Existing methods of predicting DNA-binding proteins used valuable features of physicochemical properties to design support vector machine (SVM) based classifiers. Generally, selection of physicochemical properties and determination of their corresponding feature vectors rely mainly on known properties of binding mechanism and experience of designers. However, there exists a troublesome problem for designers that some different physicochemical properties have similar vectors of representing 20 amino acids and some closely related physicochemical properties have dissimilar vectors.
This study proposes a systematic approach (named Auto-IDPCPs) to automatically identify a set of physicochemical and biochemical properties in the AAindex database to design SVM-based classifiers for predicting and analyzing DNA-binding domains/proteins. Auto-IDPCPs consists of 1) clustering 531 amino acid indices in AAindex into 20 clusters using a fuzzy c-means algorithm, 2) utilizing an efficient genetic algorithm based optimization method IBCGA to select an informative feature set of size m to represent sequences, and 3) analyzing the selected features to identify related physicochemical properties which may affect the binding mechanism of DNA-binding domains/proteins. The proposed Auto-IDPCPs identified m = 22 features of properties belonging to five clusters for predicting DNA-binding domains with a five-fold cross-validation accuracy of 87.12%, which is promising compared with the accuracy of 86.62% of the existing method PSSM-400. For predicting DNA-binding sequences, the accuracy of 75.50% was obtained using m = 28 features, where PSSM-400 has an accuracy of 74.22%. Auto-IDPCPs and PSSM-400 have accuracies of 80.73% and 82.81%, respectively, applied to an independent test data set of DNA-binding domains. Some typical physicochemical properties discovered are hydrophobicity, secondary structure, charge, solvent accessibility, polarity, flexibility, normalized Van Der Waals volume, pK (pK-C, pK-N, pK-COOH and pK-a(RCOOH)), etc.

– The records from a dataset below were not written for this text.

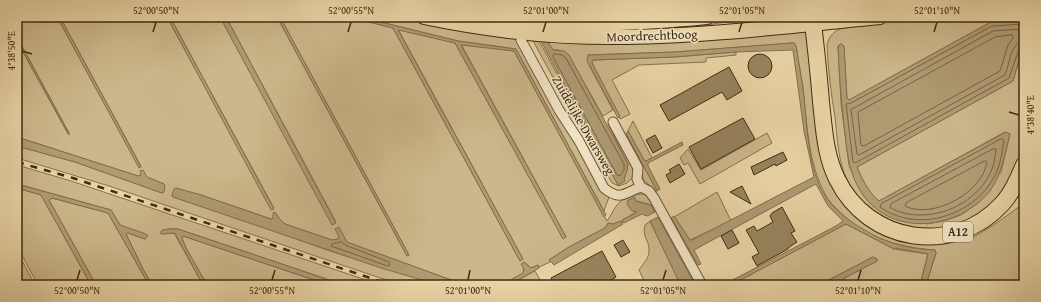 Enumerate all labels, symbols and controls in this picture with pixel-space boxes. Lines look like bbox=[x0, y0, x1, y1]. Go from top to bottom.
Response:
text: 52°00'50"N bbox=[133, 3, 179, 18]
text: 52°00'55"N bbox=[328, 3, 374, 18]
text: 52°01'00"N bbox=[523, 3, 569, 18]
text: 52°01'05"N bbox=[719, 3, 765, 18]
text: 52°01'10"N bbox=[914, 3, 960, 18]
street label: Moordrechtboog bbox=[606, 24, 698, 47]
text: 4°38'50"E bbox=[4, 31, 19, 71]
street label: Zuidelijke Dwarsweg bbox=[547, 72, 620, 179]
text: 4°38'40"E bbox=[1023, 95, 1038, 135]
road number: A12 bbox=[943, 222, 973, 242]
text: 52°00'50"N bbox=[54, 283, 100, 298]
text: 52°00'55"N bbox=[249, 283, 295, 298]
text: 52°01'00"N bbox=[445, 283, 491, 298]
text: 52°01'05"N bbox=[640, 283, 686, 298]
text: 52°01'10"N bbox=[835, 283, 881, 298] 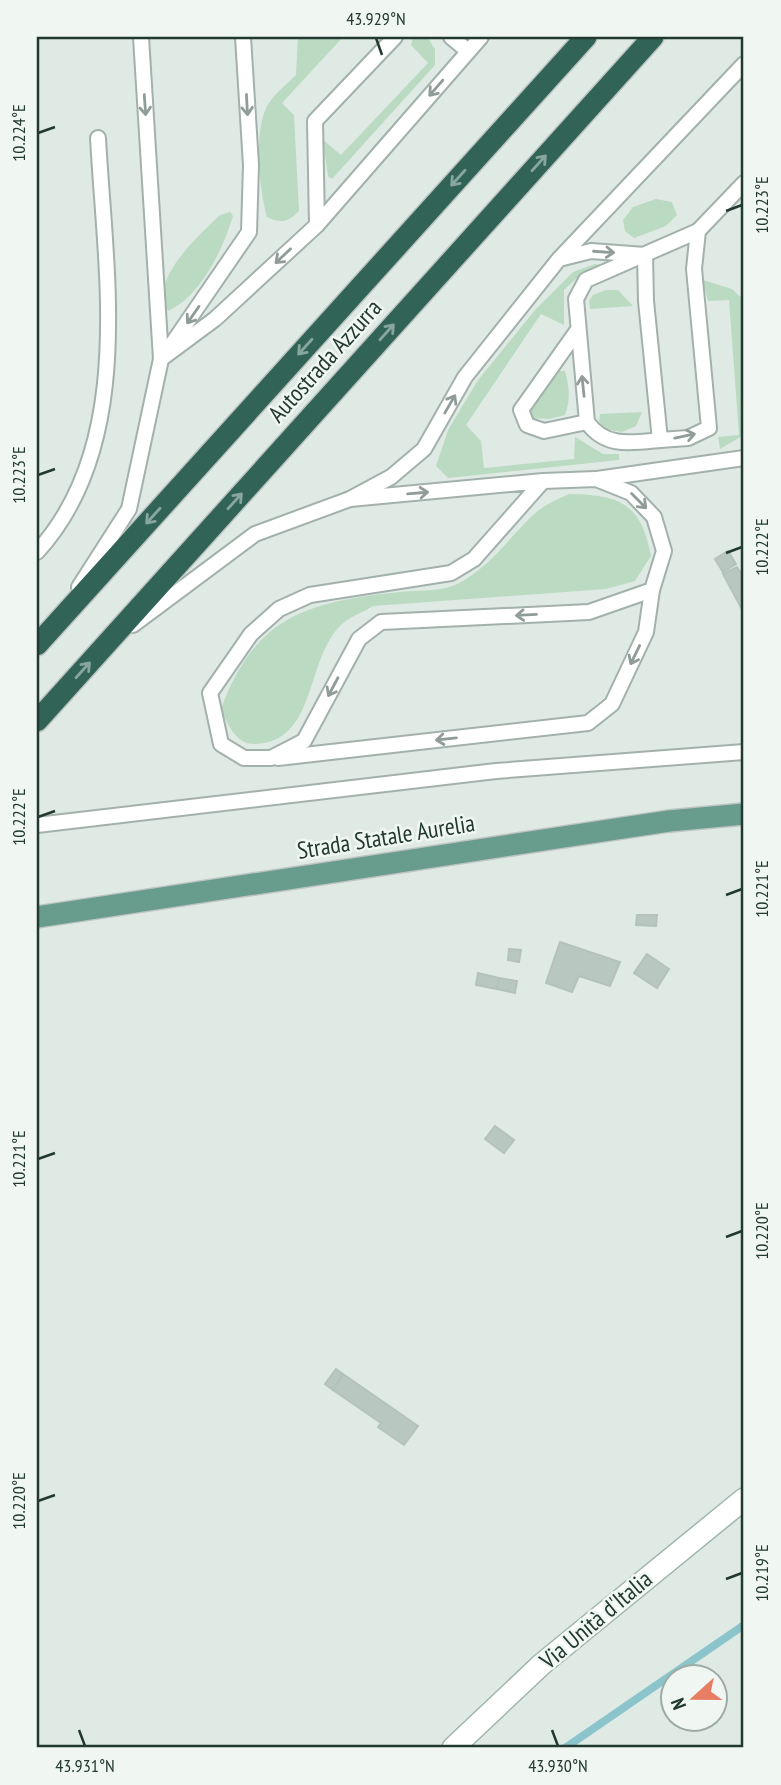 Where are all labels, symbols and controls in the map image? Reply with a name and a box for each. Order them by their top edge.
text: 43.929°N [346,7,406,30]
one-way arrow [428,79,444,97]
one-way arrow [139,93,152,116]
one-way arrow [241,93,254,116]
text: 10.224°E [7,104,30,162]
one-way arrow [531,154,547,172]
one-way arrow [450,169,466,187]
text: 10.223°E [750,176,773,234]
one-way arrow [592,246,615,259]
one-way arrow [274,248,292,264]
street label: Autostrada Azzurra [261,293,388,429]
one-way arrow [185,305,200,324]
one-way arrow [379,323,395,341]
one-way arrow [297,338,314,355]
one-way arrow [576,376,589,398]
one-way arrow [443,394,457,414]
one-way arrow [673,429,696,443]
text: 10.223°E [7,446,30,504]
one-way arrow [406,486,429,499]
one-way arrow [227,492,243,510]
one-way arrow [630,492,647,509]
one-way arrow [145,507,161,525]
text: 10.222°E [750,518,773,576]
one-way arrow [515,608,538,621]
one-way arrow [628,644,641,666]
one-way arrow [74,662,91,679]
one-way arrow [326,676,340,696]
one-way arrow [435,733,458,746]
text: 10.222°E [7,788,30,846]
street label: Strada Statale Aurelia [295,807,477,866]
text: 10.221°E [750,860,773,918]
text: 10.221°E [7,1130,30,1188]
text: 10.220°E [750,1202,773,1260]
text: 10.220°E [7,1472,30,1530]
text: 10.219°E [750,1544,773,1602]
street label: Via Unità d'Italia [532,1564,658,1676]
north arrow [658,1662,728,1732]
text: N [665,1695,691,1713]
text: 43.931°N [55,1754,115,1777]
text: 43.930°N [528,1754,588,1777] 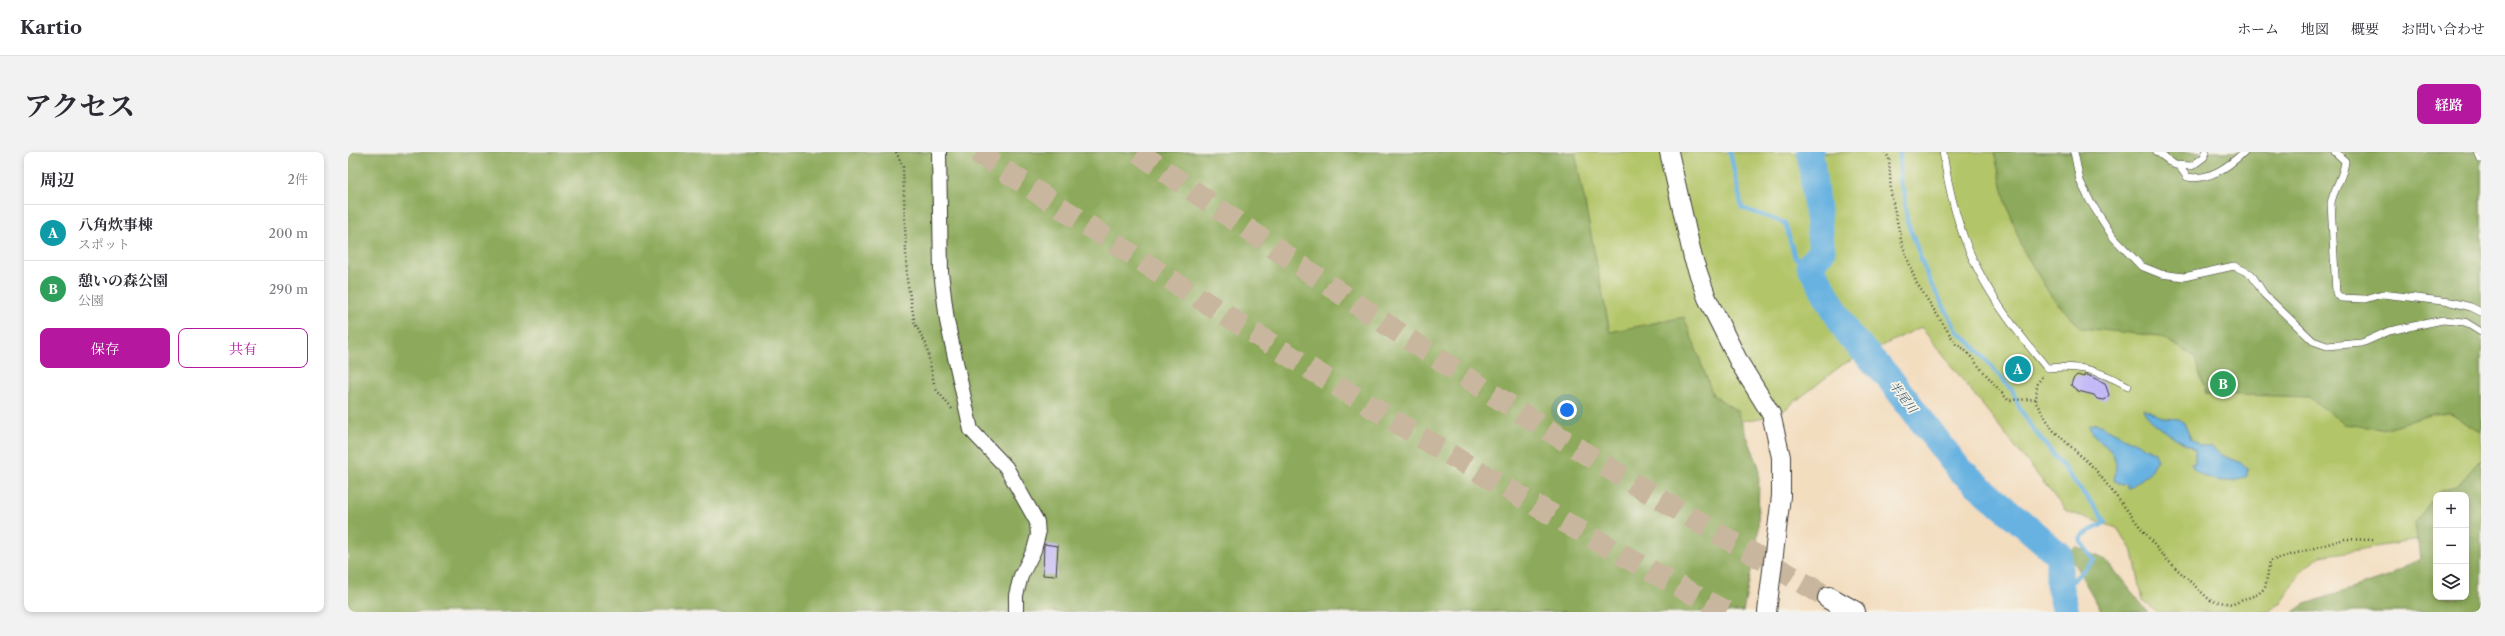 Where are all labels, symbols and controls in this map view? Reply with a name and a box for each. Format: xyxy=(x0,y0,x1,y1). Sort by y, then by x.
text: Kartio xyxy=(20,16,82,39)
text: ホーム xyxy=(2237,20,2279,38)
text: 地図 xyxy=(2301,20,2329,38)
text: 概要 xyxy=(2351,20,2379,38)
text: お問い合わせ xyxy=(2401,20,2485,38)
button: 経路 xyxy=(2417,84,2481,124)
text: アクセス xyxy=(24,89,135,123)
text: 周辺 xyxy=(40,170,74,190)
text: 2件 xyxy=(288,171,308,187)
text: 八角炊事棟 xyxy=(78,215,153,234)
text: A xyxy=(48,225,58,241)
text: 200 m xyxy=(268,225,308,241)
text: スポット xyxy=(78,236,130,252)
text: 憩いの森公園 xyxy=(78,271,168,290)
text: B xyxy=(48,281,58,297)
text: 290 m xyxy=(269,281,308,297)
text: 公園 xyxy=(78,292,104,308)
button: 保存 xyxy=(40,328,170,368)
button: 共有 xyxy=(178,328,308,368)
pin: A xyxy=(2005,354,2031,384)
pin: B xyxy=(2210,369,2236,399)
water label: 半尾川 xyxy=(1887,378,1921,417)
your location xyxy=(1557,400,1577,420)
map controls xyxy=(2433,492,2469,600)
button: + xyxy=(2433,492,2469,528)
button: − xyxy=(2433,528,2469,564)
button: layers xyxy=(2433,564,2469,600)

The proposed approach Auto-IDPCPs would help designers to investigate informative physicochemical and biochemical properties by considering both prediction accuracy and analysis of binding mechanism simultaneously. The approach Auto-IDPCPs can be also applicable to predict and analyze other protein functions from sequences.
现有的 DNA 结合蛋白预测方法利用理化性质的有价值特征来设计基于支持向量机 (SVM) 的分类器。通常,理化性质的选择及其特征向量的确定主要依赖于结合机制的已知性质和设计者的经验。然而,对于设计者来说,存在一个麻烦的问题,即一些不同的理化性质具有相似的代表 20 种氨基酸的向量,而一些密切相关的理化性质具有不同的向量。
本研究提出了一种系统的方法 (命名为 Auto-IDPCPs),用于自动识别 AAindex 数据库中的一组理化和生化性质,以设计基于 SVM 的分类器来预测和分析 DNA 结合结构域/蛋白质。Auto-IDPCPs 包括 1)使用模糊 c-均值算法将 AAindex 中的 531 种氨基酸指数聚类成 20 个簇,2)利用高效的遗传算法基于优化方法 IBCGA 选择一个大小为 m 的信息量特征集来代表序列,3)分析所选特征以识别可能影响 DNA 结合结构域/蛋白质结合机制的相关理化性质。所提出的 Auto-IDPCPs 识别了属于五个簇的 m = 22 个属性特征,用于预测 DNA 结合结构域,五重交叉验证的准确率为 87.12%,与现有方法 PSSM-400 的准确率 86.62%相比,这是很有前途的。对于预测 DNA 结合序列,使用 m = 28 个特征得到了 75.50%的准确率,而 PSSM-400 的准确率为 74.22%。Auto-IDPCPs 和 PSSM-400 分别应用于独立的 DNA 结合结构域测试数据集,准确率为 80.73%和 82.81%。发现的一些典型理化性质包括疏水性、二级结构、电荷、溶剂可及性、极性、柔韧性、归一化范德华体积、pK(pK-C、pK-N、pK-COOH 和 pK-a(RCOOH)))等。
所提出的方法 Auto-IDPCPs 将有助于设计者通过同时考虑预测准确性和结合机制分析来研究有信息的理化和生化性质。该方法 Auto-IDPCPs 也可应用于从序列预测和分析其他蛋白质功能。